- Work order -
Give back the records in full, with every line exactly as it was.

-- Records for the task follows --

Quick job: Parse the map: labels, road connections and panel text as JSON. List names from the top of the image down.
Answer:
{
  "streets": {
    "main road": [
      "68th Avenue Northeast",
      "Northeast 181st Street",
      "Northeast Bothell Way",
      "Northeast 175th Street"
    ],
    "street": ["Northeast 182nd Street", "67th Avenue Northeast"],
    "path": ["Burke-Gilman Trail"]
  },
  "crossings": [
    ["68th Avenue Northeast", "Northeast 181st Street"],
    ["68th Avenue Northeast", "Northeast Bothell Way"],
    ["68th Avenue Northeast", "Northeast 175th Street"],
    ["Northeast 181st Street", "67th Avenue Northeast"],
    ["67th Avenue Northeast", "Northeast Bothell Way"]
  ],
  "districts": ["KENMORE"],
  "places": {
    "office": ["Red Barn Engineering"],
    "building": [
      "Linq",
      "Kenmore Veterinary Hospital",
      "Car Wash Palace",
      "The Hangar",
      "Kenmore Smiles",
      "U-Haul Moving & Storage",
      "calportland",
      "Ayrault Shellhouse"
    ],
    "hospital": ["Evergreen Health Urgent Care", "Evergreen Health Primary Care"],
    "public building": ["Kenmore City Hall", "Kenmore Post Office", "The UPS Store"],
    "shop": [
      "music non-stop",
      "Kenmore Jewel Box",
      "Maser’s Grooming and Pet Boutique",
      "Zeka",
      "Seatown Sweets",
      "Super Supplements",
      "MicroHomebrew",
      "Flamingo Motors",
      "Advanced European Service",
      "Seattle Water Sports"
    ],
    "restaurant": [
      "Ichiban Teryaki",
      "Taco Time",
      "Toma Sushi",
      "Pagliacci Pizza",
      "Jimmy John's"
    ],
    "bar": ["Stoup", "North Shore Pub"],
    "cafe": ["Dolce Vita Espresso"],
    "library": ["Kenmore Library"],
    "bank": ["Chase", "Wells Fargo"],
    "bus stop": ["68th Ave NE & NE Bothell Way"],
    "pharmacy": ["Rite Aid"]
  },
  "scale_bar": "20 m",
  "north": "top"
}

-- Records for the task concluded --

- Written reply -
Quick job: Parse the map: labels, road connections and panel text as JSON. List names from the top of the image down.
Answer:
{
  "streets": {
    "main road": [
      "68th Avenue Northeast",
      "Northeast 181st Street",
      "Northeast Bothell Way",
      "Northeast 175th Street"
    ],
    "street": ["Northeast 182nd Street", "67th Avenue Northeast"],
    "path": ["Burke-Gilman Trail"]
  },
  "crossings": [
    ["68th Avenue Northeast", "Northeast 181st Street"],
    ["68th Avenue Northeast", "Northeast Bothell Way"],
    ["68th Avenue Northeast", "Northeast 175th Street"],
    ["Northeast 181st Street", "67th Avenue Northeast"],
    ["67th Avenue Northeast", "Northeast Bothell Way"]
  ],
  "districts": ["KENMORE"],
  "places": {
    "office": ["Red Barn Engineering"],
    "building": [
      "Linq",
      "Kenmore Veterinary Hospital",
      "Car Wash Palace",
      "The Hangar",
      "Kenmore Smiles",
      "U-Haul Moving & Storage",
      "calportland",
      "Ayrault Shellhouse"
    ],
    "hospital": ["Evergreen Health Urgent Care", "Evergreen Health Primary Care"],
    "public building": ["Kenmore City Hall", "Kenmore Post Office", "The UPS Store"],
    "shop": [
      "music non-stop",
      "Kenmore Jewel Box",
      "Maser’s Grooming and Pet Boutique",
      "Zeka",
      "Seatown Sweets",
      "Super Supplements",
      "MicroHomebrew",
      "Flamingo Motors",
      "Advanced European Service",
      "Seattle Water Sports"
    ],
    "restaurant": [
      "Ichiban Teryaki",
      "Taco Time",
      "Toma Sushi",
      "Pagliacci Pizza",
      "Jimmy John's"
    ],
    "bar": ["Stoup", "North Shore Pub"],
    "cafe": ["Dolce Vita Espresso"],
    "library": ["Kenmore Library"],
    "bank": ["Chase", "Wells Fargo"],
    "bus stop": ["68th Ave NE & NE Bothell Way"],
    "pharmacy": ["Rite Aid"]
  },
  "scale_bar": "20 m",
  "north": "top"
}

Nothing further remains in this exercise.